The species Brassica rapa includes important vegetable and oil crops. It also serves as an excellent model system to study polyploidy-related genome evolution because of its paleohexaploid ancestry and its close evolutionary relationships with Arabidopsis thaliana and other Brassica species with larger genomes. Therefore, its genome sequence will be used to accelerate both basic research on genome evolution and applied research across the cultivated Brassica species.

Results

We have determined and analyzed the sequence of B. rapa chromosome A3. We obtained 31.9 Mb of sequences, organized into nine contigs, which incorporated 348 overlapping BAC clones. Annotation revealed 7,058 protein-coding genes, with an average gene density of 4.6 kb per gene. Analysis of chromosome collinearity with the A. thaliana genome identified conserved synteny blocks encompassing the whole of the B. rapa chromosome A3 and sections of four A. thaliana chromosomes. The frequency of tandem duplication of genes differed between the conserved genome segments in B. rapa and A. thaliana, indicating differential rates of occurrence/retention of such duplicate copies of genes.

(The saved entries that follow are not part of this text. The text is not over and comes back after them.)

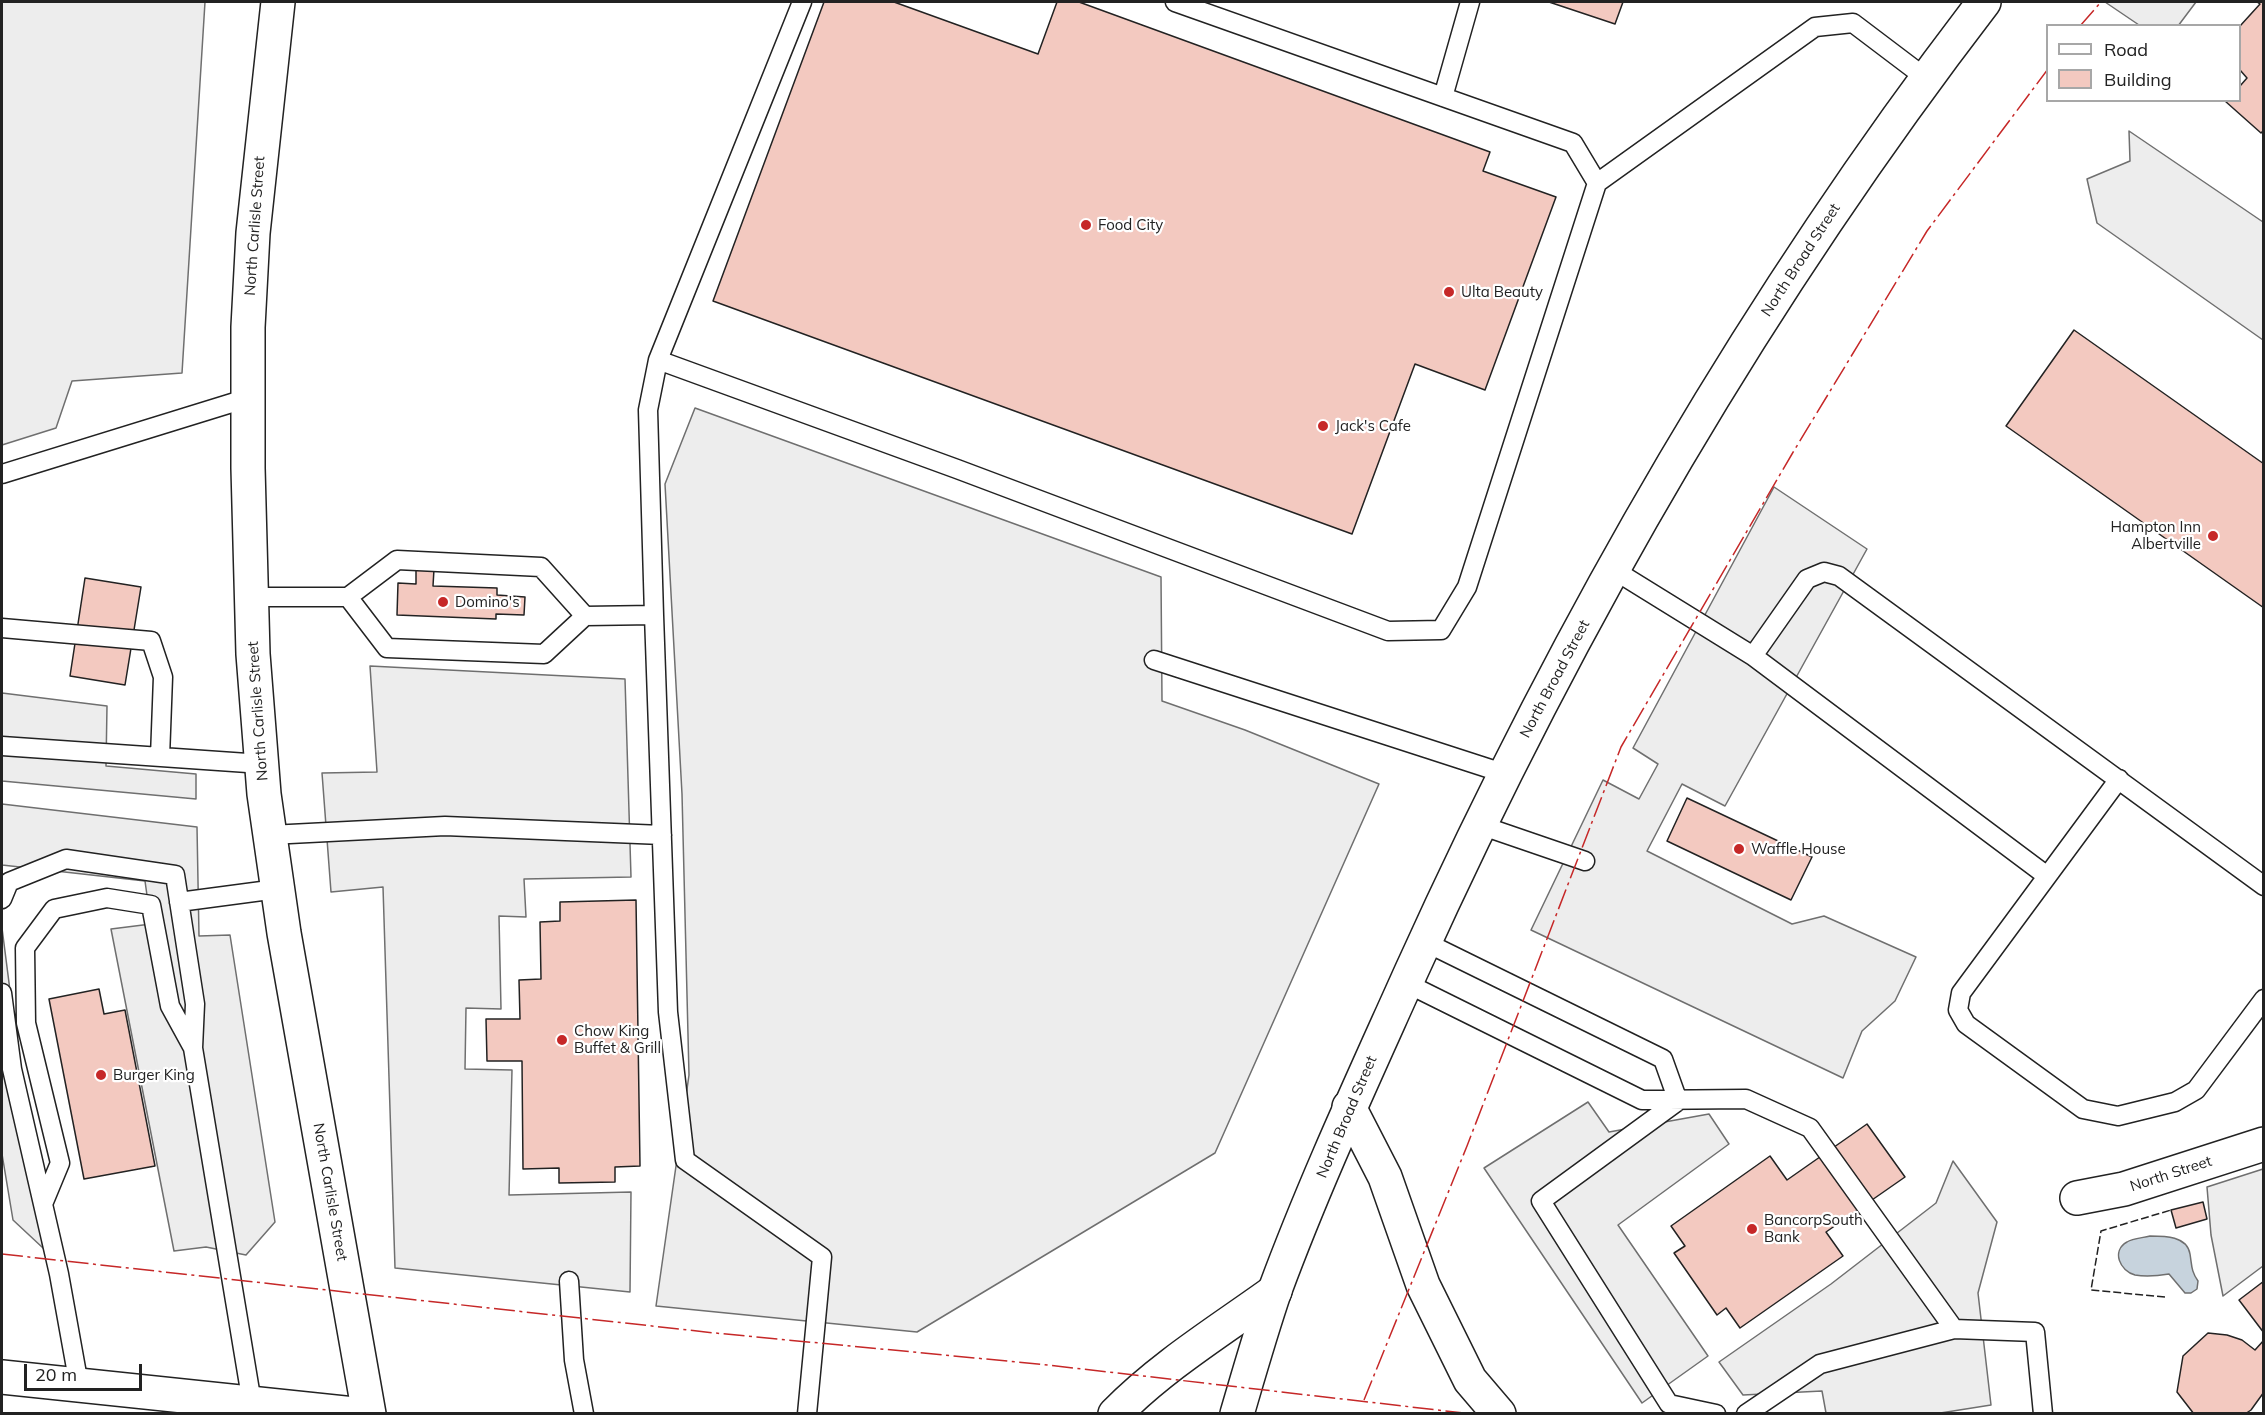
<!DOCTYPE html>
<style>
body{margin:0}
#map{position:relative;width:2265px;height:1415px;overflow:hidden;background:#fff;font-family:Mulish,sans-serif}
canvas{display:block}
.frame{position:absolute;inset:0;border:3px solid #222;pointer-events:none}
.legend{position:absolute;left:2046px;top:24px;width:195px;height:78px;box-sizing:border-box;background:#fff;border:2px solid #a7a7a7;margin:0;padding:8px 10px;list-style:none;font-size:18px;color:#222}
.legend li{display:flex;align-items:center;gap:12px;height:30px}
.legend b{width:30px;border:2px solid #a7a7a7}
.scale{position:absolute;left:24px;top:1364px;width:118px;height:27px;box-sizing:border-box;border:3px solid #222;border-top:0;padding-left:8px;font-size:18px;line-height:21px;white-space:nowrap;color:#222;-webkit-text-stroke:4px #fff;paint-order:stroke}
</style>
<div id="map">
<canvas width="2265" height="1415"></canvas>
<div class="frame"></div>
<ul class="legend">
<li><b style="height:8px;background:#fff"></b>Road</li>
<li><b style="height:16px;background:#f3c9c0"></b>Building</li>
</ul>
<div class="scale">20 m</div>
</div>
<script>
const ctx = document.querySelector('canvas').getContext('2d');
ctx.lineJoin = 'round';
function fillPath(path, color) {
  ctx.fillStyle = color;
  ctx.fill(path, 'evenodd');
}
function strokePath(path, color, width, dash) {
  ctx.strokeStyle = color;
  ctx.lineWidth = width;
  ctx.lineCap = dash ? 'butt' : 'round';
  ctx.setLineDash(dash || []);
  ctx.stroke(path);
}
function write(font, color, halo, rows, align = 'center') {
  ctx.font = font + ' Mulish,sans-serif';
  ctx.lineWidth = 4.5;
  ctx.setLineDash([]);
  ctx.textBaseline = 'middle';
  ctx.strokeStyle = halo;
  ctx.fillStyle = color;
  for (const [text, x, y, turn = 0] of rows) {
    ctx.save();
    ctx.translate(x, y);
    ctx.rotate((+turn || 0) * Math.PI / 180);
    ctx.textAlign = isNaN(turn) ? turn : align;
    if (halo) ctx.strokeText(text, 0, 0);
    ctx.fillText(text, 0, 0);
    ctx.restore();
  }
}
const parking = new Path2D(`
 M2 2H205L182 373 72 381 56 428 2 445Z
 M2105 2H2196L2178 26 2139 25Z
 M2129 131 2263 222V340L2097 223 2087 179 2130 161Z
 M695 408 1161 577 1162 701 1245 730 1379 784 1215 1153 917 1332 656 1306 689 1075 682 794 665 484Z
 M1774 487 1867 549 1725 806 1682 784 1647 851 1792 924 1824 916 1916 957 1895 1001 1862 1031 1843 1078 1531 930 1603 780 1639 799 1658 764 1633 748Z
 M370 666 625 679 631 877 524 879 526 917 499 916 501 1009 466 1008 465 1069 512 1070 509 1195 631 1192 630 1292 395 1268 383 887 331 892 322 773 377 772Z
 M2 693 107 706 106 766 196 774V799L2 781Z
 M2 804 197 827 199 936 230 935 275 1222 246 1255 206 1247 174 1251 111 929 151 924 145 881 2 865Z
 M2 928 43 1248 13 1220 2 1154Z
 M1588 1102 1609 1132 1709 1114 1729 1144 1618 1225 1708 1356 1642 1403 1484 1168Z
 M1953 1161 1997 1222 1978 1293 1991 1405 1934 1414 1826 1413 1822 1391 1743 1395 1719 1362 1831 1284 1936 1203Z
 M2263 1169V1266L2223 1296 2211 1235 2207 1187Z`);
fillPath(parking, '#ededed');
strokePath(parking, '#6f6f6f', 1.5);
const water = new Path2D(`
 M2150 1236C2165 1236 2187 1236 2190 1254 2192 1266 2191 1271 2198 1281L2197 1289 2191 1293H2185L2169 1274C2157 1276 2146 1277 2135 1275 2120 1271 2111 1251 2127 1242 2133 1238 2143 1238 2150 1236Z`);
fillPath(water, '#c7d3dd');
strokePath(water, '#6f6f6f', 1.5);
const building = new Path2D(`
 M824 2H894L1038 54 1057 2H1079L1490 152 1483 171 1556 197 1485 390 1415 364 1352 534 713 301Z
 M1549 2H1623L1615 24Z
 M2257 2H2264V130L2261 133 2225 101 2240 100V86L2247 78 2240 70V26L2260 4Z
 M2074 330 2264 464V608L2006 426Z
 M416 569H434L433 586 497 588V595L525 597 524 615 496 614V619L397 615 398 583 416 584Z
 M85 578 141 587 125 685 70 676Z
 M1687 798 1812 857 1791 900 1667 841Z
 M636 900 640 1166 615 1167V1182L559 1183V1168L523 1169 522 1061H487L486 1019H520L519 980 541 979 540 922 560 921V902Z
 M99 989 104 1014 125 1010 155 1166 84 1179 49 999Z
 M1867 1124 1905 1177 1826 1232 1843 1256 1740 1328 1726 1308 1717 1315 1674 1253 1685 1246 1671 1226 1770 1156 1787 1180Z
 M2203 1202 2207 1219 2176 1228 2171 1210Z
 M2264 1281V1333L2239 1300Z
 M2208 1333 2227 1335 2242 1340 2255 1350 2264 1340V1392L2251 1410 2245 1414H2194L2177 1392 2183 1356Z`);
fillPath(building, '#f3c9c0');
strokePath(building, '#222', 1.5);
const service = new Path2D(`
 M1175 2 1573 143 1597 183
 M1443 97 1470 2
 M658 360 802 2
 M2 474 248 398
 M1614 570 1753 656 2047 876
 M252 597H348L387 648 544 654 585 616 654 615
 M348 597 397 560 541 567 585 616
 M2 628 151 641 163 677 160 757
 M1753 656 1807 579 1824 572 1839 576 2264 886
 M1154 660 1506 774
 M2 746 262 764
 M2119 779 1961 993 1958 1010 1966 1024 2083 1109 2118 1116 2175 1102 2196 1090 2264 999
 M1480 825 1585 861
 M270 835 445 826 662 835
 M2 899 9 882 66 859 175 875 195 1004 193 1048 252 1403
 M179 902 277 889
 M1425 942 1663 1059 1678 1101
 M1406 983 1642 1100 1746 1099 1810 1128 1954 1329
 M2 993 12 1069 59 1274 79 1385
 M1678 1101 1541 1201 1669 1404 1716 1414
 M43 1204 60 1163 26 1023 25 948 54 909 107 898 151 905 170 1006 193 1048
 M569 1281 574 1360 584 1414
 M807 1414 822 1257 685 1160 668 1012 654 615 648 410 658 360 957 469 1388 631 1441 630 1467 587 1597 183 1815 27 1853 23 1927 79
 M1746 1414 1820 1364 1954 1329 2035 1332 2043 1414`);
const minor = new Path2D(`
 M278 2 253 233 248 327V468L253 654 264 794 284 933 369 1414
 M2077 1198 2124 1189 2264 1144`);
const secondary = new Path2D(`
 M1237 1414C1249 1373 1261 1331 1275 1290 1315 1182 1364 1077 1411 972 1566 629 1755 300 1984 2`);
const trunk = new Path2D(`
 M1349 1107 1385 1177 1423 1285 1470 1380 1499 1414
 M2 1377 354 1414
 M1115 1414C1162 1366 1221 1330 1275 1291`);
strokePath(service, '#222', 21);
strokePath(minor, '#222', 36);
strokePath(secondary, '#222', 36);
strokePath(trunk, '#222', 36);
strokePath(service, '#fff', 18);
strokePath(minor, '#fff', 33);
strokePath(secondary, '#fff', 33);
strokePath(trunk, '#fff', 33);
strokePath(new Path2D(`
 M2165 1297 2091 1290 2101 1231 2171 1210`), '#222', 1.5, [8, 3]);
strokePath(new Path2D(`
 M2080 26 2101 2
 M2 1254 715 1333 1048 1365 1472 1414
 M1364 1400 1467 1146 1621 747 1792 454 1927 231 2048 69`), '#c62828', 1.5, [21, 4.5, 3, 4.5]);
for (const [x, y, r, color] of [
 [1086,225,6,"#c62828"],
 [1449,292,6,"#c62828"],
 [1323,426,6,"#c62828"],
 [2213,536,6,"#c62828"],
 [443,602,6,"#c62828"],
 [1739,849,6,"#c62828"],
 [562,1040,6,"#c62828"],
 [101,1075,6,"#c62828"],
 [1752,1229,6,"#c62828"]
]) {
  const dot = new Path2D();
  dot.arc(x, y, r, 0, 2 * Math.PI);
  ctx.fillStyle = color;
  ctx.fill(dot);
  strokePath(dot, '#fff', 2);
}
write('15px', '#222', '#fff', [
 ["Food City",1098,225],
 ["Ulta Beauty",1461,292],
 ["Jack's Cafe",1335,426],
 ["Hampton Inn",2201,527,"right"],
 ["Albertville",2201,544,"right"],
 ["Domino's",455,602],
 ["Waffle House",1751,849],
 ["Chow King",574,1031],
 ["Buffet & Grill",574,1048],
 ["Burger King",113,1075],
 ["BancorpSouth",1764,1220],
 ["Bank",1764,1237]
], 'left');
write('15px', '#222', '#fff', [
 ["North Carlisle Street",255,226,-86],
 ["North Broad Street",1801,260,-57],
 ["North Broad Street",1555,679,-62],
 ["North Carlisle Street",258,711,-94],
 ["North Broad Street",1347,1117,-67],
 ["North Street",2171,1174,-18],
 ["North Carlisle Street",330,1192,80]
]);
</script>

Analysis of 'ancestral karyotype' genome building blocks enabled the development of a hypothetical model for the derivation of the B. rapa chromosome A3.

Conclusions

We report the near-complete chromosome sequence from a dicotyledonous crop species. This provides an example of the complexity of genome evolution following polyploidy. The high degree of contiguity afforded by the clone-by-clone approach provides a benchmark for the performance of whole genome shotgun approaches presently being applied in B. rapa and other species with complex genomes.